Radicali.it - sito ufficiale di Radicali Italiani
Notizie Radicali, il giornale telematico di Radicali Italiani
cerca [dal 1999]


i testi dal 1955 al 1998

  RSS
ven 09 mag. 2025
[ cerca in archivio ] ARCHIVIO STORICO RADICALE
Conferenza droga
Losonczy Anne - 23 luglio 1990
AU-DELA DE LA DEPENALISATION

Il semble bien que l'hystérie prohibitionniste et ses dangeureux effets sociaux commencent á ébranler une partie des médias et de l'opinion publique. Dans le même temps, la dénonciation des méfaits de cette politique et les arguments en faveur de la dépénalisation se sont affinés et enrichis; ces deux facteurs convergents ont créé un espace de débat publique d'une ampleur auparavant inimaginable. Parallèlement, l'usage des drogues de différents types s'étend dans la société, et au-delá de ses effets pervers, commence á y engendrer un savoir populaire diffus sur leurs effets et usages.

Le moment me semble donc propice pour que les antiprohibitionnistes puissent entamer une réfléxion, au-delá du débat juridique, sur le phènomène socio-culturel complexe qui se trouve derrière le mot simplificateur de "drogue". Car s'il est évident que la dépénalisation éliminerait les problèmes sociaux (gigantesques) créés par la répression, elle laisse dans l'ombre un autre problème, majeur: celui du manque d'un système culturel de normes de conduite socialement apprises qui régulerait le bon usage de la drogue, de la même manière que la culture occidentale a su réguler depuis longtemps la consommation de l'alcohol et du tabac. Les antiprohibitionnistes devraient être préparés á réfléchir sur ce problème et á y proposer des hypothèses de solution, car une grande partie des effets pervers qu'une dépénalisation culturellement non préparée, massive et indiscriminée susciterait, pourrait être atténuée.
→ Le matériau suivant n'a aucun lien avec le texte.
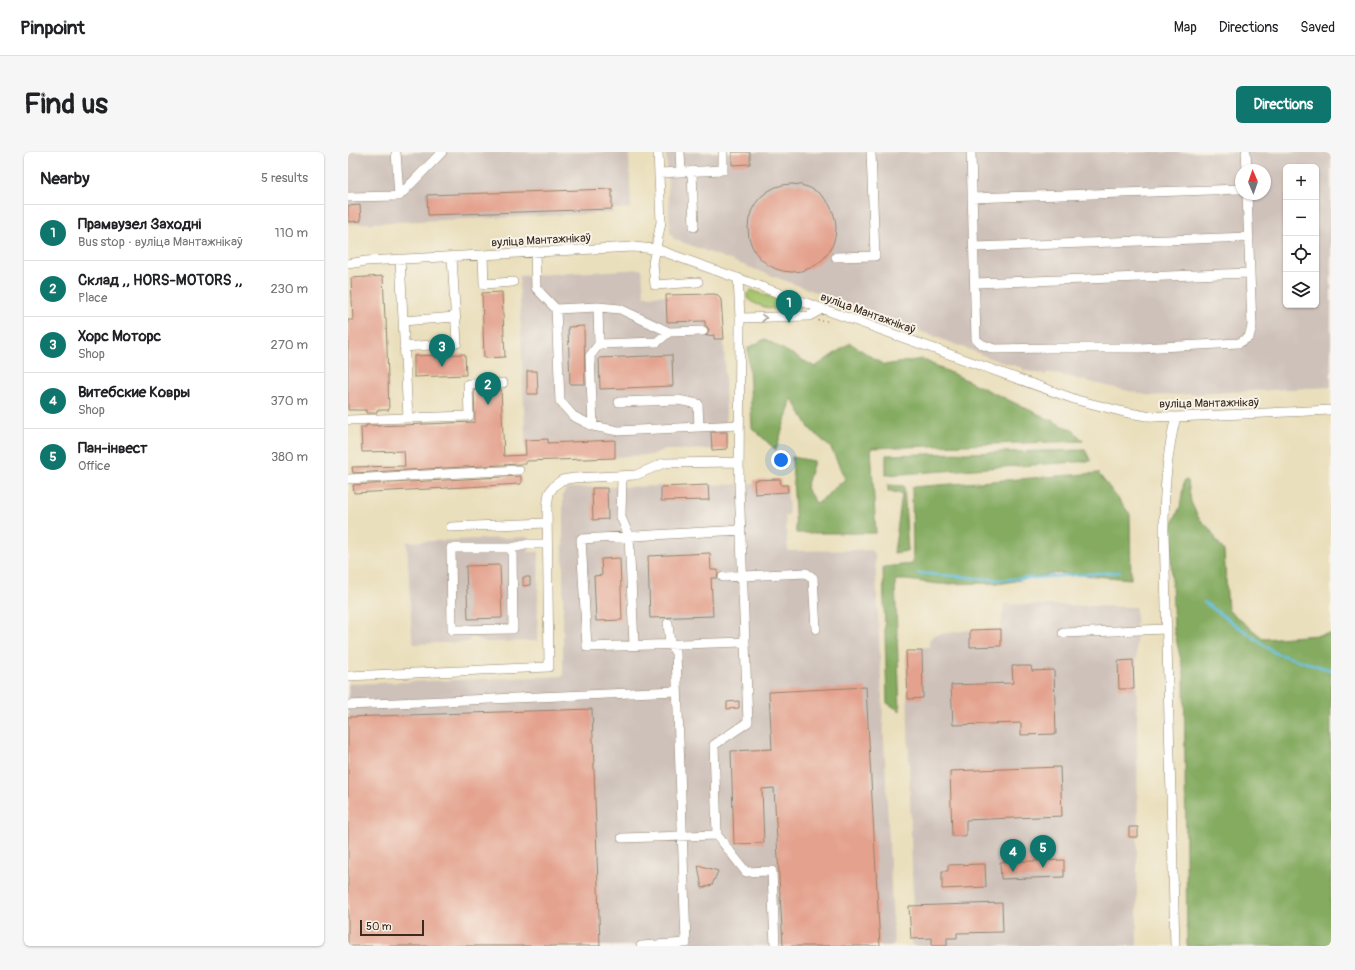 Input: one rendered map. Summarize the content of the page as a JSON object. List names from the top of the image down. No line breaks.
{"streets":{"street":["вуліца Мантажнікаў"]},"scale_bar":"50 m","north":"top","page":{"header":"Pinpoint","nav":["Map","Directions","Saved"],"buttons":"Directions","title":"Find us","heading":["Nearby","5 results"],"map_buttons":["+","−"],"list":[{"mark":"1","name":"Прамвузел Заходні","note":"Bus stop · вуліца Мантажнікаў","value":"110 m"},{"mark":"2","name":"Склад ,, HORS-MOTORS ,,","note":"Place","value":"230 m"},{"mark":"3","name":"Хорс Моторс","note":"Shop","value":"270 m"},{"mark":"4","name":"Витебские Ковры","note":"Shop","value":"370 m"},{"mark":"5","name":"Пан-інвест","note":"Office","value":"380 m"}],"pins":["1","3","2","5","4"],"scale":"50 m"}} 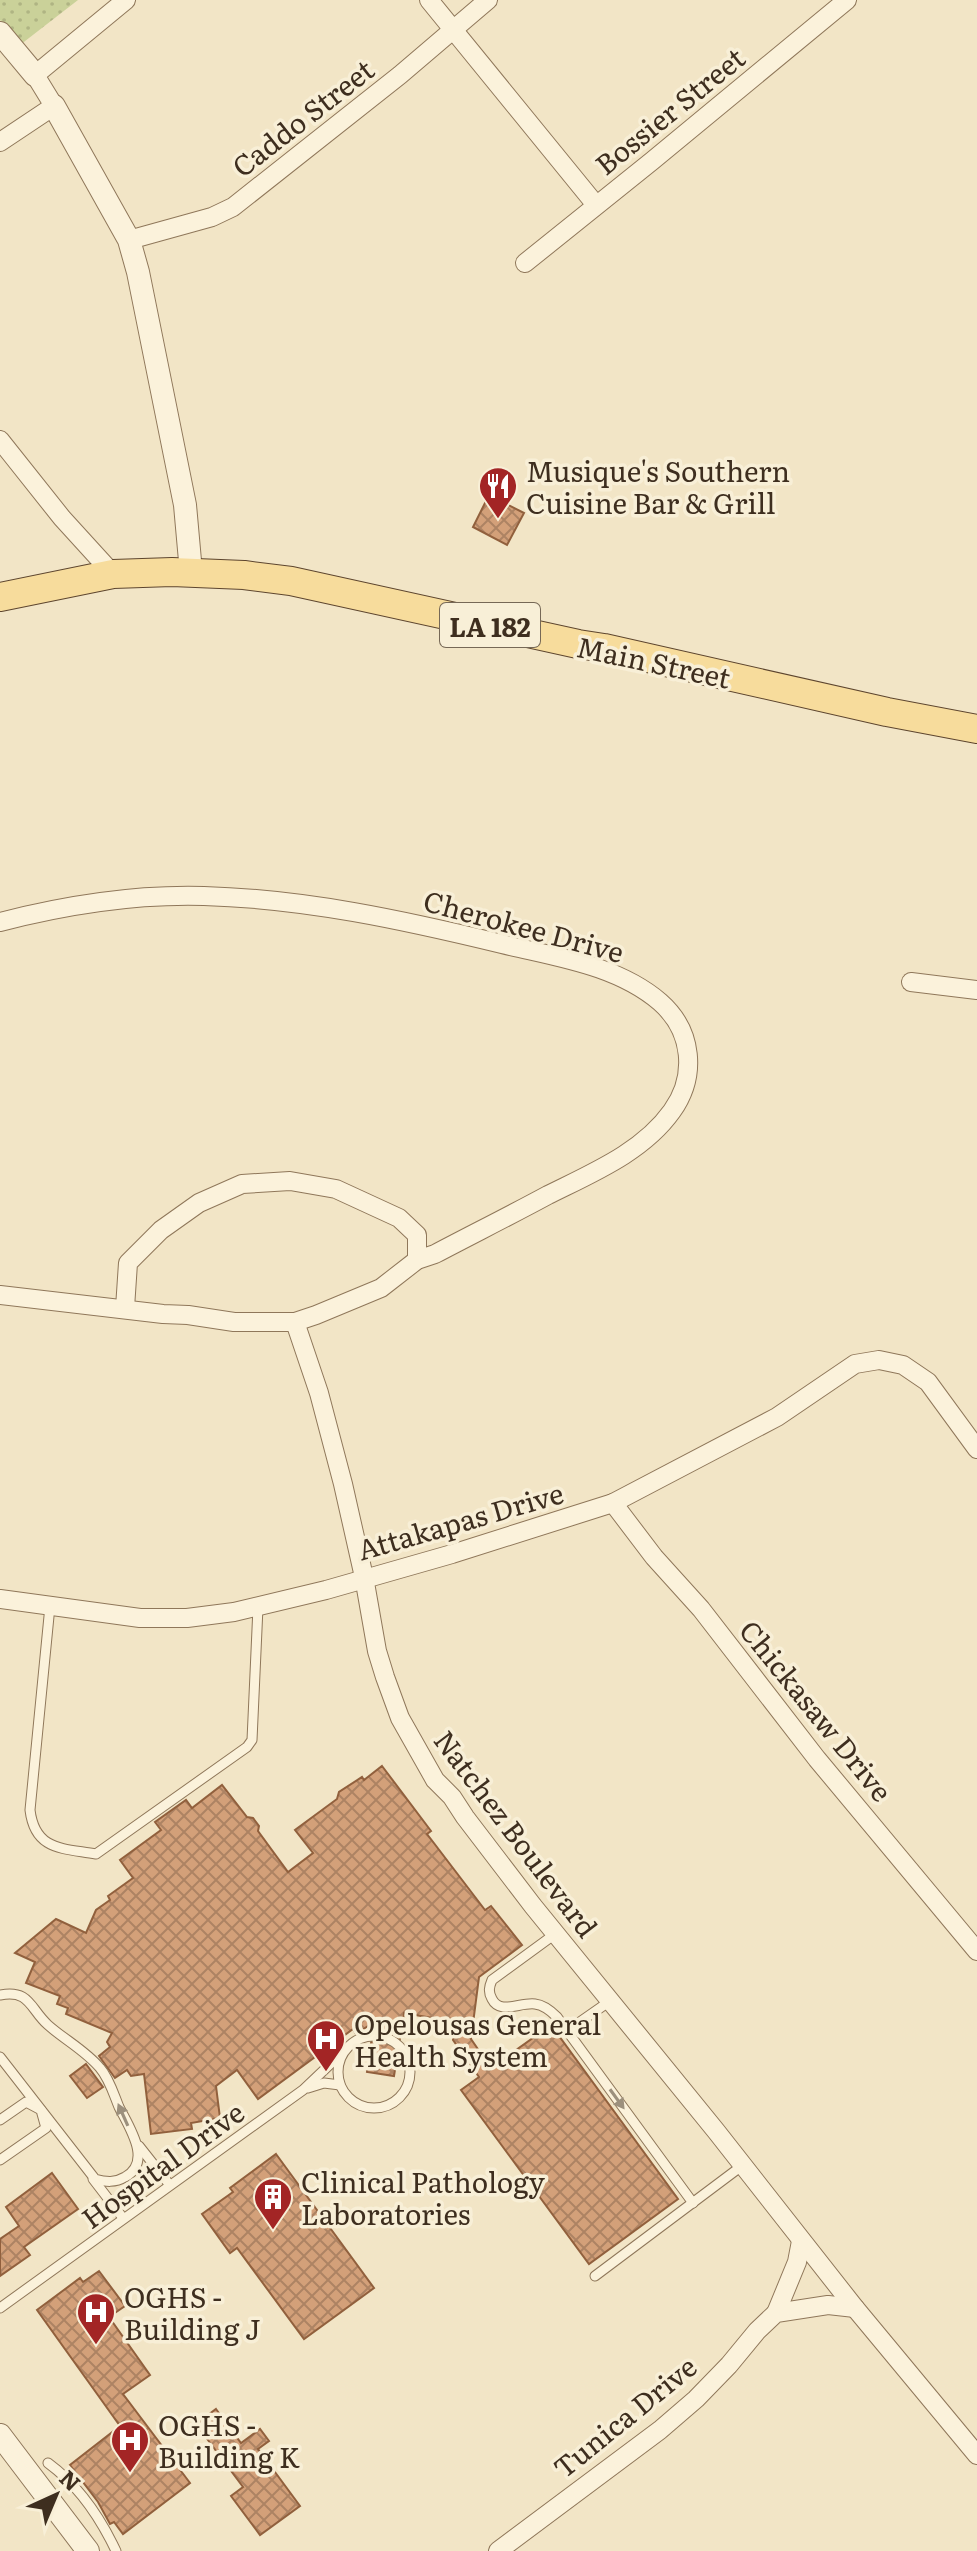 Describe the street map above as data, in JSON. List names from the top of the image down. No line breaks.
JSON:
{"streets":{"main road":["LA 182","Main Street"],"street":["Bossier Street","Caddo Street","Cherokee Drive","Attakapas Drive","Chickasaw Drive","Natchez Boulevard","Tunica Drive"],"lane":["Hospital Drive"]},"crossings":[["Cherokee Drive","Natchez Boulevard"],["Attakapas Drive","Chickasaw Drive"],["Attakapas Drive","Natchez Boulevard"],["Natchez Boulevard","Tunica Drive"]],"places":{"restaurant":["Musique's Southern Cuisine Bar & Grill"],"hospital":["Opelousas General Health System","OGHS - Building J","OGHS - Building K"],"building":["Clinical Pathology Laboratories"]},"north":"top right"} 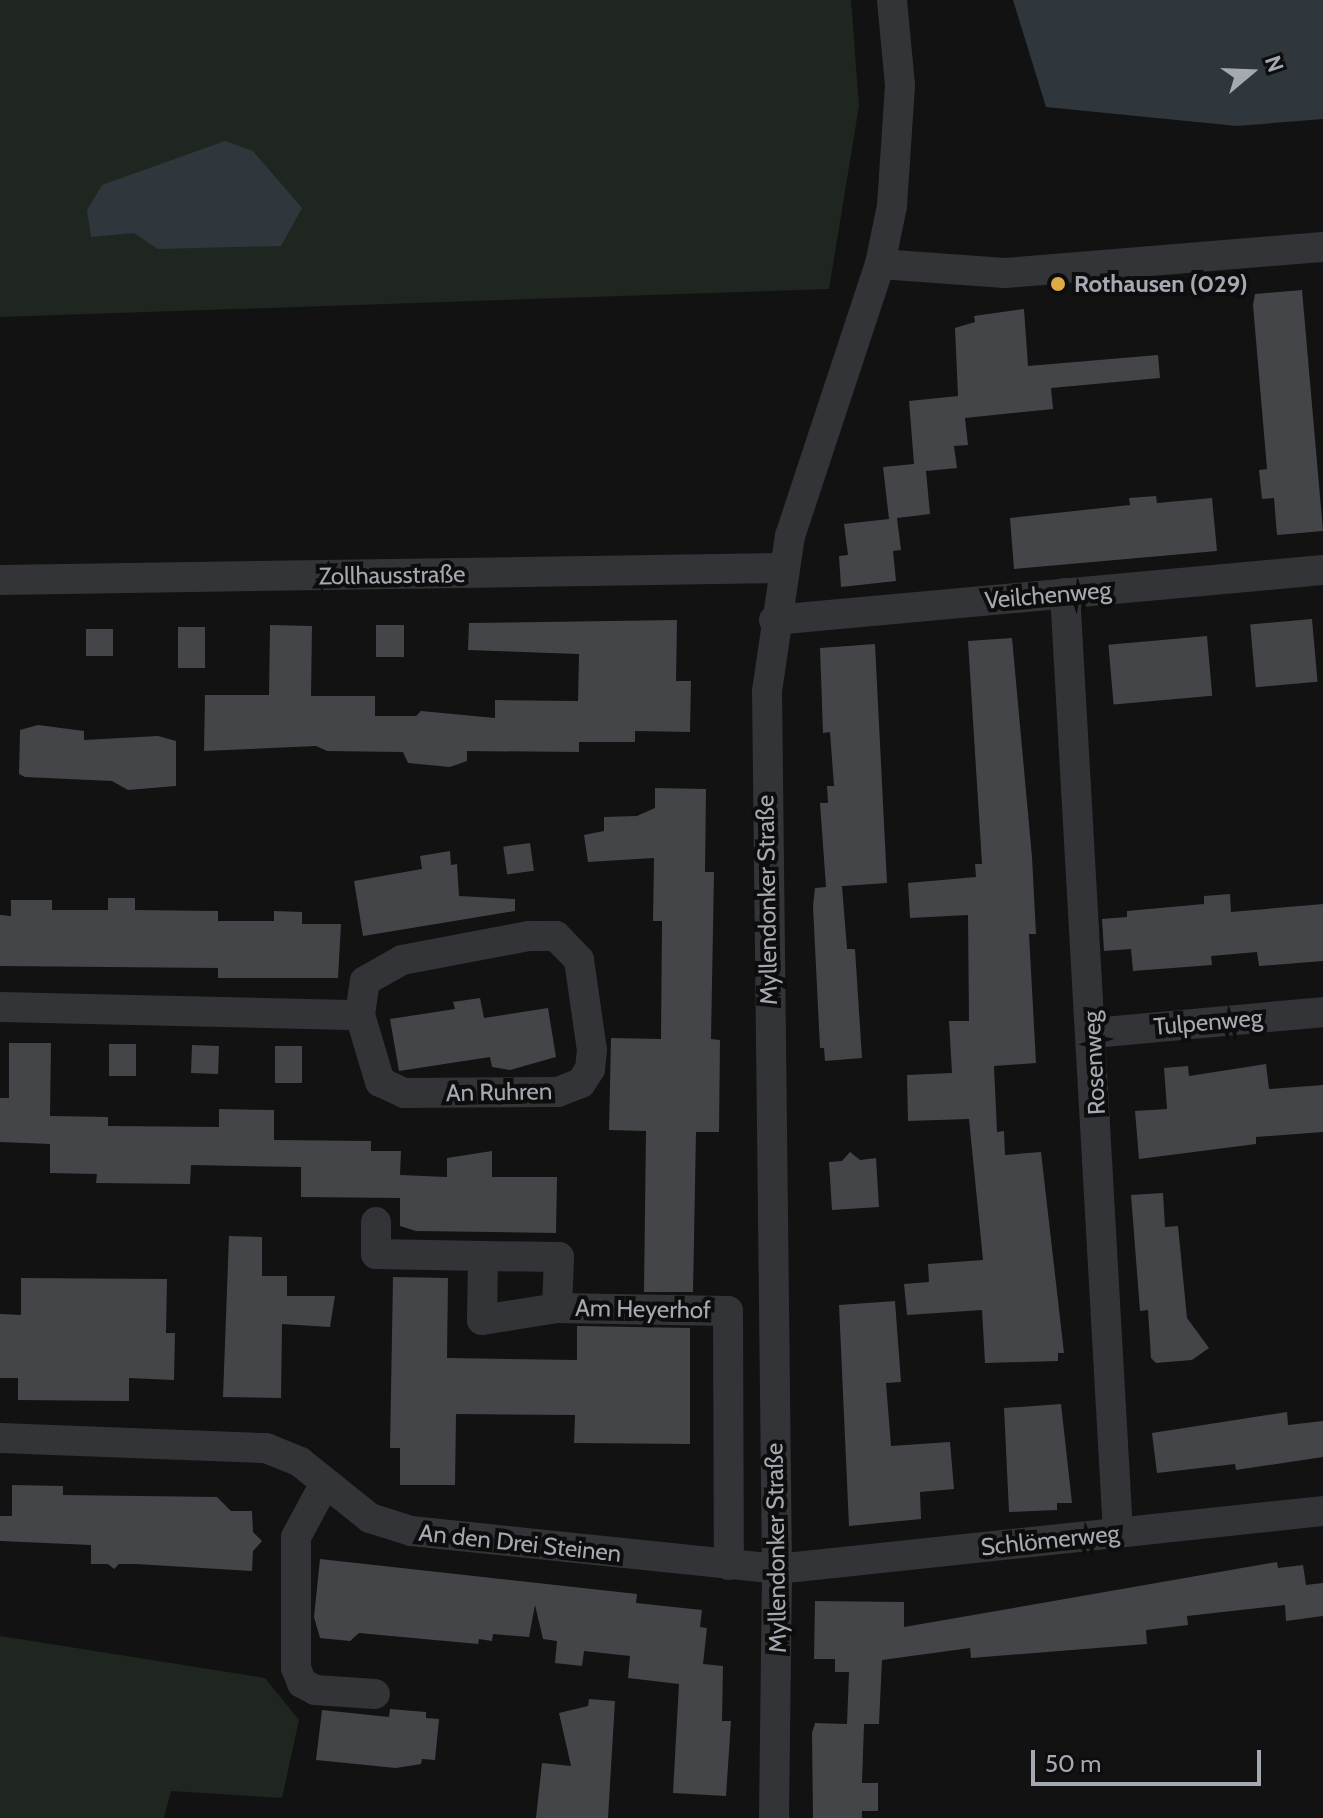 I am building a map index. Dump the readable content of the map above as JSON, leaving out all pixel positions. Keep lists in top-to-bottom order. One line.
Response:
{"streets":{"street":["Zollhausstraße","Veilchenweg","Myllendonker Straße","Tulpenweg","Rosenweg","An Ruhren","Am Heyerhof","Schlömerweg","An den Drei Steinen"]},"crossings":[["Zollhausstraße","Myllendonker Straße"],["Veilchenweg","Myllendonker Straße"],["Veilchenweg","Rosenweg"],["Myllendonker Straße","Schlömerweg"],["Myllendonker Straße","An den Drei Steinen"],["Tulpenweg","Rosenweg"],["Rosenweg","Schlömerweg"],["Am Heyerhof","An den Drei Steinen"],["Schlömerweg","An den Drei Steinen"]],"places":["Rothausen (029)"],"scale_bar":"50 m","north":"right"} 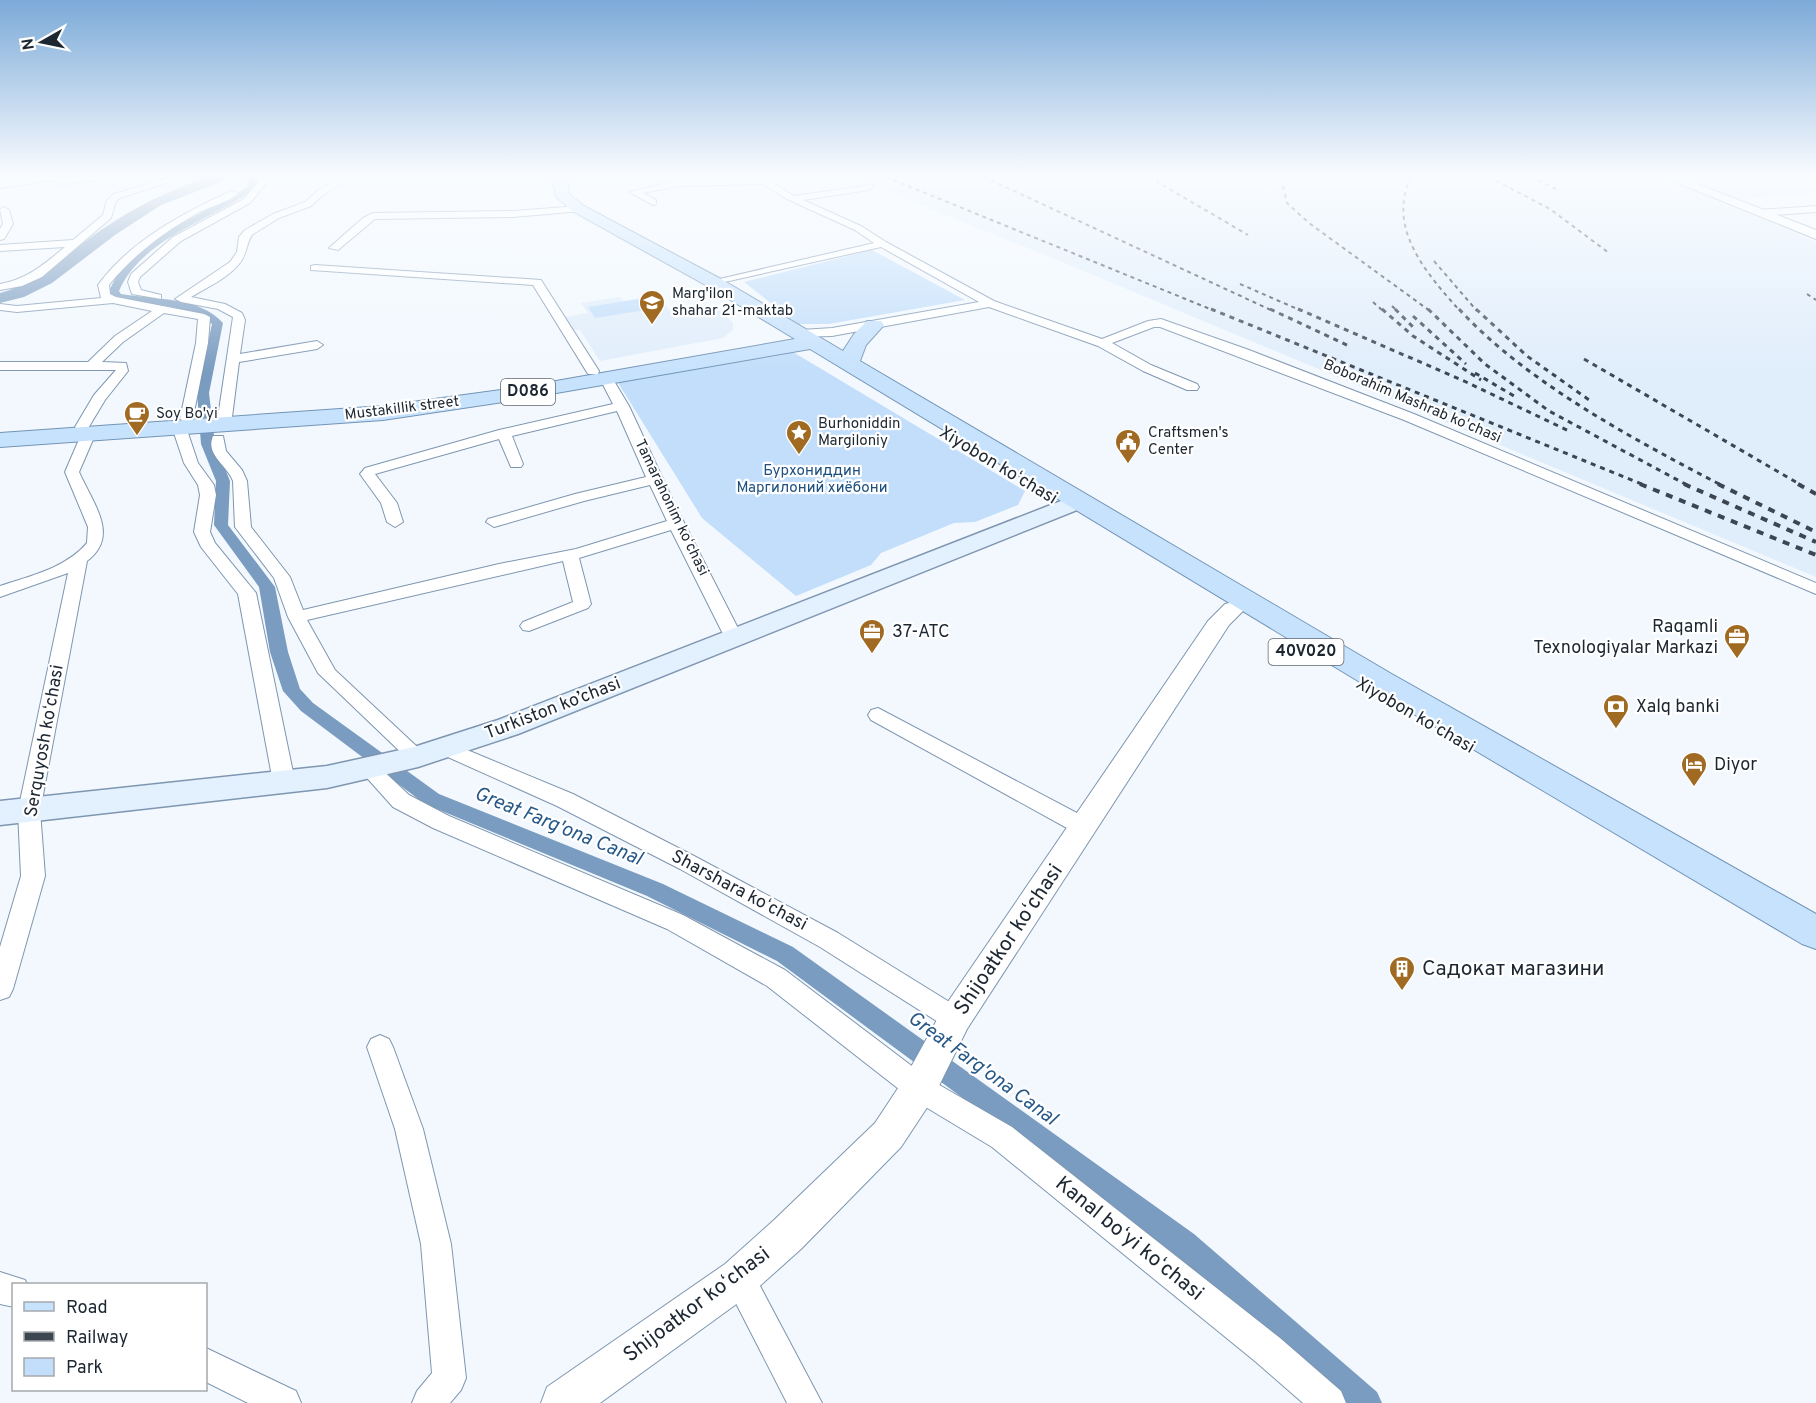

Quelles seraient en gros les pistes pour une telle réfléxion? Il s'agirait de connaître et d'élargir le processus d'acclimatation culturelle des différentes drogues, processus (á peine entamé dans notre société), qui consiste en l'émergence de normes CULTURELLES (non juridiques) du bon usage de celles-ci, qui limite les abus et stabilise la consommation majoritaire á un niveau peu nocif,tel qu'il en existe pour la cocaïne par exemple dans certains milieux intellectuels de la Colombie et du Pérou. Faute d'une acculturation sociale de la drogue, faute d'une typologie réaliste et efficace qui distingue clairement entre les drogues créant une accoutumance forte et celles n'en créant pratiquement pas, faute de casser l'association établie "drogue-déchéance nécessaire-mort atroce", chaîne associative qui fait des stupéfiants la valeur-refuge de tous les desperados et bloque ainsi le processus d'acculturation de ceux-ci; faute de tout cela, une dépénalisation indiscriminée, massive et soudaine de TOUTES les drogues

pourrait produire pendant un temps les mêmes effets mortifères chez nous que l'introduction brutale de l'alcohol dans les sociétés indiennes de l'Amérique. En effet, celles-ci avaient normalisé culturellement, d'une façon totale et positive, toute une série de substances hallucinogènes sans jamais connaitre l'effet d'acoutumance; par contre, elles ne se sont pas encore remises des effets destructeurs de l'alcohol qu'elles n'ont pas eu le temps graduel d'apprivoiser socialement.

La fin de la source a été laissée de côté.